#### Source data
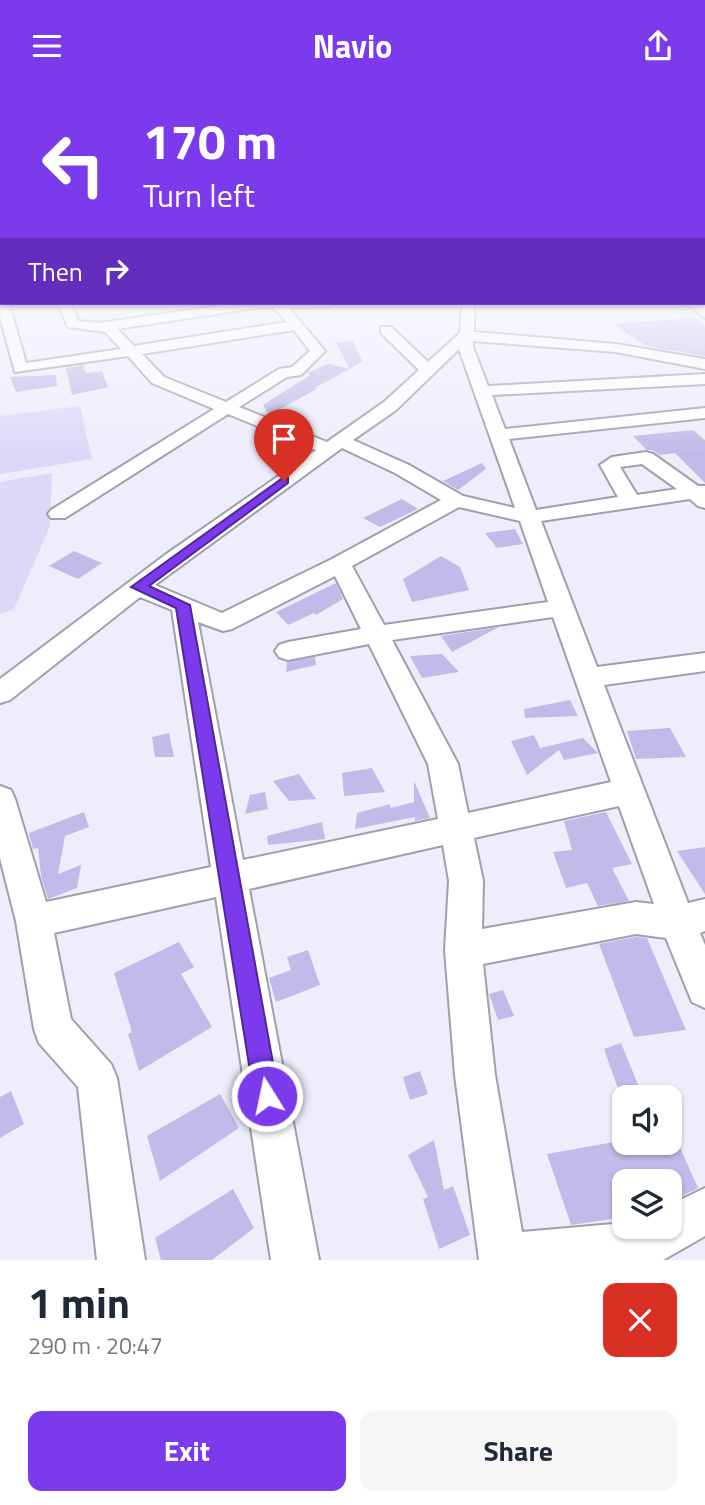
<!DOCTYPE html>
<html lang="en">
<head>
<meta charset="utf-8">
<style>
	body { margin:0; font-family:"Titillium Web",sans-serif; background:#f6f6f7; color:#1f2937; height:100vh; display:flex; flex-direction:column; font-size:26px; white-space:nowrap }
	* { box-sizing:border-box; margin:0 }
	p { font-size:23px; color:#747a83 }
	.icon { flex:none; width:38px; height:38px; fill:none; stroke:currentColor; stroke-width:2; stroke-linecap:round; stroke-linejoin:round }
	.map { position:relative; height:1169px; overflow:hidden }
	.panel { display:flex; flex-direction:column; background:#fff; flex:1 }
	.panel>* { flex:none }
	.banner { position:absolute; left:0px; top:0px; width:705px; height:214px; box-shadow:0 2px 5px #0004; background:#7c3aed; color:#fff; overflow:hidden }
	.fabs { position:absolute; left:612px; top:994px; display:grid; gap:14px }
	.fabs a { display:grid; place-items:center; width:70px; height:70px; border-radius:14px; background:#fff; box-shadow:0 2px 5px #0004; font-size:35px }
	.pin { position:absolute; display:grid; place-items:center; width:60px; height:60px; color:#fff; margin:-72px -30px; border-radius:50% 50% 50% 0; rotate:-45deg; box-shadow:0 0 7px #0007 }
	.pin .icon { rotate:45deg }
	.me { position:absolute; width:77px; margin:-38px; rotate:350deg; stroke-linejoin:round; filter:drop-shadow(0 0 5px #0008) }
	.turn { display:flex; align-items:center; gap:24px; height:147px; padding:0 28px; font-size:32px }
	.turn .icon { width:91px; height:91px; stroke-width:2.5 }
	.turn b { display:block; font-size:49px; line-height:60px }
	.then { display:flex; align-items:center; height:66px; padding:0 28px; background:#0003; gap:14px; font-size:26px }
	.round { display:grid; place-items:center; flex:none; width:74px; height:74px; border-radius:14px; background:#f6f6f7 }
	.summary { display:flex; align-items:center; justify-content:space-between; height:119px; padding:0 28px }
	h1 { font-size:42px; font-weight:700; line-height:52px }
	.button { display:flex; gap:14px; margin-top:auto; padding:14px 28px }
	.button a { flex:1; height:80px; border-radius:14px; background:#7c3aed; color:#fff; font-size:28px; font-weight:700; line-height:80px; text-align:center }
	.button a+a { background:#f6f6f7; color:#1f2937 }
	header { display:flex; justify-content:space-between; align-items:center; height:91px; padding:0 28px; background:#7c3aed; color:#fff; font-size:32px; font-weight:700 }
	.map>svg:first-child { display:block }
	.green { fill:#dcd8fa }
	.building { fill:#c1bbe9 }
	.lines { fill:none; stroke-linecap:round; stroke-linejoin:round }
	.minor-casing { stroke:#a09fad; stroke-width:4 }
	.minor { fill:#fff; fill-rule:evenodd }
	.route { fill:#7c3aed; stroke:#51269a; stroke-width:2 }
</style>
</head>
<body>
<header><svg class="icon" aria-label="menu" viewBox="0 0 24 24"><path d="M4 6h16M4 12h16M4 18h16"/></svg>Navio<svg class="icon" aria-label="share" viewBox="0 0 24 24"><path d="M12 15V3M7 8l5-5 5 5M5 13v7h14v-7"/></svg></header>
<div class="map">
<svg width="705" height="1169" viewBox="0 0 705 1169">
	<rect width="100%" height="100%" fill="#eeedfb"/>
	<!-- green -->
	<g class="green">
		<polygon points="80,315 92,368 0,383 0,325"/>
		<polygon points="52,382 50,435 14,518 0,523 0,391"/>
	</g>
	<!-- building -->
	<g class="building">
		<polygon points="695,227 705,235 705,265 646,255 614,233"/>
		<polygon points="353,250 362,270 350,278 314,297 317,298 269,324 263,314 310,284 307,282 328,273 350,278 336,252"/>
		<polygon points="83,274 86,282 102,280 108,296 72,304 66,277"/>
		<polygon points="56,284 57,295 16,301 10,286"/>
		<polygon points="693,339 705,349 705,392 675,362 660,364 652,359 647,359 633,345"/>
		<polygon points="482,372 486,378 458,399 443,390"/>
		<polygon points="402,408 418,418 380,436 363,427"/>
		<polygon points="515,438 523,453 497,457 485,442"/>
		<polygon points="74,460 102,472 78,488 49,475"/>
		<polygon points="441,465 460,476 469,499 412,511 403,488"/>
		<polygon points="336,492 343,508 316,524 314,522 288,534 276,521"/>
		<polygon points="499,536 452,561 441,545"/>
		<polygon points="442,563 459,581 422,587 410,565"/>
		<polygon points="315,566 316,574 286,581 287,571"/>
		<polygon points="570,609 578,625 525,627 524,618"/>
		<polygon points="670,637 686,666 636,668 627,640"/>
		<polygon points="169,642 174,666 155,666 152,646"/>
		<polygon points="534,644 540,657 583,647 598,662 564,669 559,659 527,684 511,650"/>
		<polygon points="372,677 385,701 344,705 342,682"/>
		<polygon points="299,683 316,708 289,710 273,690"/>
		<polygon points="414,690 430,727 415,730 415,726 355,738 357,722 390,713 391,717 414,711"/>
		<polygon points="265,701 268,718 245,723 250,704"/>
		<polygon points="84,721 89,736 65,745 58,783 81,774 77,797 48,808 41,785 38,757 33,758 29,742"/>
		<polygon points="606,721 632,773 612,777 629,810 598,815 587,792 566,797 553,761 572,759 564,730"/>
		<polygon points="322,731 325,748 268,754 267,745"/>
		<polygon points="705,756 705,803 677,760"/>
		<polygon points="636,846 647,847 686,939 634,946 599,853"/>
		<polygon points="179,851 194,876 181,883 212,936 139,980 128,943 132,941 114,882"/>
		<polygon points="308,859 320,894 276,911 269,887 291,879 287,866"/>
		<polygon points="503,899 514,925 498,929 489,903"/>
		<polygon points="621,952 643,1006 621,1006 604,958"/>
		<polygon points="420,980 428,1003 410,1009 403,986"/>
		<polygon points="11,1000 24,1033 0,1047 0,1006"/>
		<polygon points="220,1003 239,1037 160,1090 147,1045"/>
		<polygon points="434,1049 444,1099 453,1095 470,1144 439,1158 423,1108 428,1106 408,1064"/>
		<polygon points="625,1049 625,1052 678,1052 698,1097 670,1111 670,1090 625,1090 625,1126 571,1134 547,1063"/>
		<polygon points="233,1098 254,1137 212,1169 161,1169 155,1147"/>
	</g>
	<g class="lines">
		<defs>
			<g id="minor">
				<path d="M 2,208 L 2,212 L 9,212 L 26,272 L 121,258 L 105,241 L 68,236 L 58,212 L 70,212 L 78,230 L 100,232 L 238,212 L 336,212 L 330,216 L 289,217 L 325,260 L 301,284 L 287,286 L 239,316 L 327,351 L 384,311 L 419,279 L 381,242 L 381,236 L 391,236 L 428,271 L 460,242 L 462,212 L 474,212 L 474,241 L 616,253 L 705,268 L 705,278 L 616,261 L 473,250 L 473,256 L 488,295 L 705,283 L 705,293 L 492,304 L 505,338 L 705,317 L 705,327 L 509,348 L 536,419 L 618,406 L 600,374 L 612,366 L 646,361 L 653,363 L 698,395 L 705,395 L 705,417 L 698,415 L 690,408 L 541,430 L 597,576 L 705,562 L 705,580 L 604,594 L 688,812 L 705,808 L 705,840 L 700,842 L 705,854 L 705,917 L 692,911 L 666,847 L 636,843 L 483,873 L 495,984 L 522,1141 L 625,1132 L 625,1136 L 670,1136 L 670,1114 L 705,1097 L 705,1145 L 663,1169 L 479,1169 L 455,984 L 445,859 L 449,790 L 443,754 L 249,798 L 319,1169 L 271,1169 L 216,806 L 54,842 L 71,928 L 111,973 L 117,987 L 145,1169 L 97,1169 L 78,996 L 39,952 L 34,938 L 16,830 L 0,767 L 0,695 L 11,699 L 15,708 L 46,811 L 211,776 L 172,519 L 140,506 L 10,609 L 0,612 L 0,588 L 165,464 L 316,359 L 228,323 L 65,427 L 51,427 L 48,423 L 51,419 L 214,318 L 152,292 L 128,265 L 15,281 L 0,226 ZM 263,216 L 274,217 L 287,231 L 134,255 L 117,238 ZM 294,239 L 310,260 L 292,276 L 279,278 L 226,311 L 164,286 L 142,263 ZM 459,258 L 515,417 L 463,405 L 409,374 L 353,349 L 396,319 ZM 342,357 L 395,382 L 441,409 L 332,468 L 222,522 L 155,494 ZM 642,373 L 677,398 L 637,404 L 620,376 ZM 459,416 L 520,430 L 548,511 L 384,534 L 352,475 ZM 335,485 L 361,538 L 288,551 L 279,554 L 275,560 L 279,566 L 288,569 L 369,553 L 428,673 L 438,728 L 243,769 L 198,531 L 223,540 L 232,538 ZM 553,526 L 611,691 L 468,722 L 458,673 L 392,549 ZM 619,715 L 654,813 L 636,811 L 482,838 L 483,790 L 474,747 Z"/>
				<polygon points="686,212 700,212 705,216 705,227"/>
			</g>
		</defs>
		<!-- minor casing -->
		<use href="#minor" class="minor-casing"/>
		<!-- minor -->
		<use href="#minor" class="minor"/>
	</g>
	<!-- sky -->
	<linearGradient id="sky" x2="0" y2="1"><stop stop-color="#8dabdc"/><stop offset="0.55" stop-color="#f7f7fd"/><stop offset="1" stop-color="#f7f7fd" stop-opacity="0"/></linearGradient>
	<rect width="705" height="364" fill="url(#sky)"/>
	<!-- route -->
	<polygon class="route" points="284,386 288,387 288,392 149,495 190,514 279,1005 275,1014 267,1018 258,1014 254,1005 176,517 131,496"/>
</svg>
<div class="fabs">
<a><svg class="icon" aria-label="sound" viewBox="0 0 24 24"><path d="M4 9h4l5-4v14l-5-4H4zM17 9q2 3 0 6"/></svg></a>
<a><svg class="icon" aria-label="layers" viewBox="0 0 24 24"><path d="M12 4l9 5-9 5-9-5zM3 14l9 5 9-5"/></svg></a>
</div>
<div class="pin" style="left:284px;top:390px;background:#d93025"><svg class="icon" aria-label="arrive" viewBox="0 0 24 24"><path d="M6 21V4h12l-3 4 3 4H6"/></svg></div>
<svg class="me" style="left:267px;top:1005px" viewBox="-20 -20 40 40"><circle r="17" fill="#7c3aed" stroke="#fff" stroke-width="3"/><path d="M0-11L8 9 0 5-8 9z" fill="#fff"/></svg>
<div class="banner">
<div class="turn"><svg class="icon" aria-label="left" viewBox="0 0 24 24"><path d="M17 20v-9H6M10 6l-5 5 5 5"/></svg><div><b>170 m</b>Turn left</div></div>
<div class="then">Then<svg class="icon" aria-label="right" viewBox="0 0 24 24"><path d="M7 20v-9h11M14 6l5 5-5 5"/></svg></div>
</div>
</div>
<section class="panel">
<div class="summary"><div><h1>1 min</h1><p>290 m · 20:47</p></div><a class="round" style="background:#d93025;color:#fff"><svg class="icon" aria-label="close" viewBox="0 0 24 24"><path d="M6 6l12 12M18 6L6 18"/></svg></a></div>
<div class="button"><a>Exit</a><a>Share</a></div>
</section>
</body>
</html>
########
Exercise details — When pictures appear in the records above, leave them out and reproduce exactly each line from the first through the line containing "display:grid; place-items:center; width:70px;", both included.

Output for this task —
<!DOCTYPE html>
<html lang="en">
<head>
<meta charset="utf-8">
<style>
	body { margin:0; font-family:"Titillium Web",sans-serif; background:#f6f6f7; color:#1f2937; height:100vh; display:flex; flex-direction:column; font-size:26px; white-space:nowrap }
	* { box-sizing:border-box; margin:0 }
	p { font-size:23px; color:#747a83 }
	.icon { flex:none; width:38px; height:38px; fill:none; stroke:currentColor; stroke-width:2; stroke-linecap:round; stroke-linejoin:round }
	.map { position:relative; height:1169px; overflow:hidden }
	.panel { display:flex; flex-direction:column; background:#fff; flex:1 }
	.panel>* { flex:none }
	.banner { position:absolute; left:0px; top:0px; width:705px; height:214px; box-shadow:0 2px 5px #0004; background:#7c3aed; color:#fff; overflow:hidden }
	.fabs { position:absolute; left:612px; top:994px; display:grid; gap:14px }
	.fabs a { display:grid; place-items:center; width:70px; height:70px; border-radius:14px; background:#fff; box-shadow:0 2px 5px #0004; font-size:35px }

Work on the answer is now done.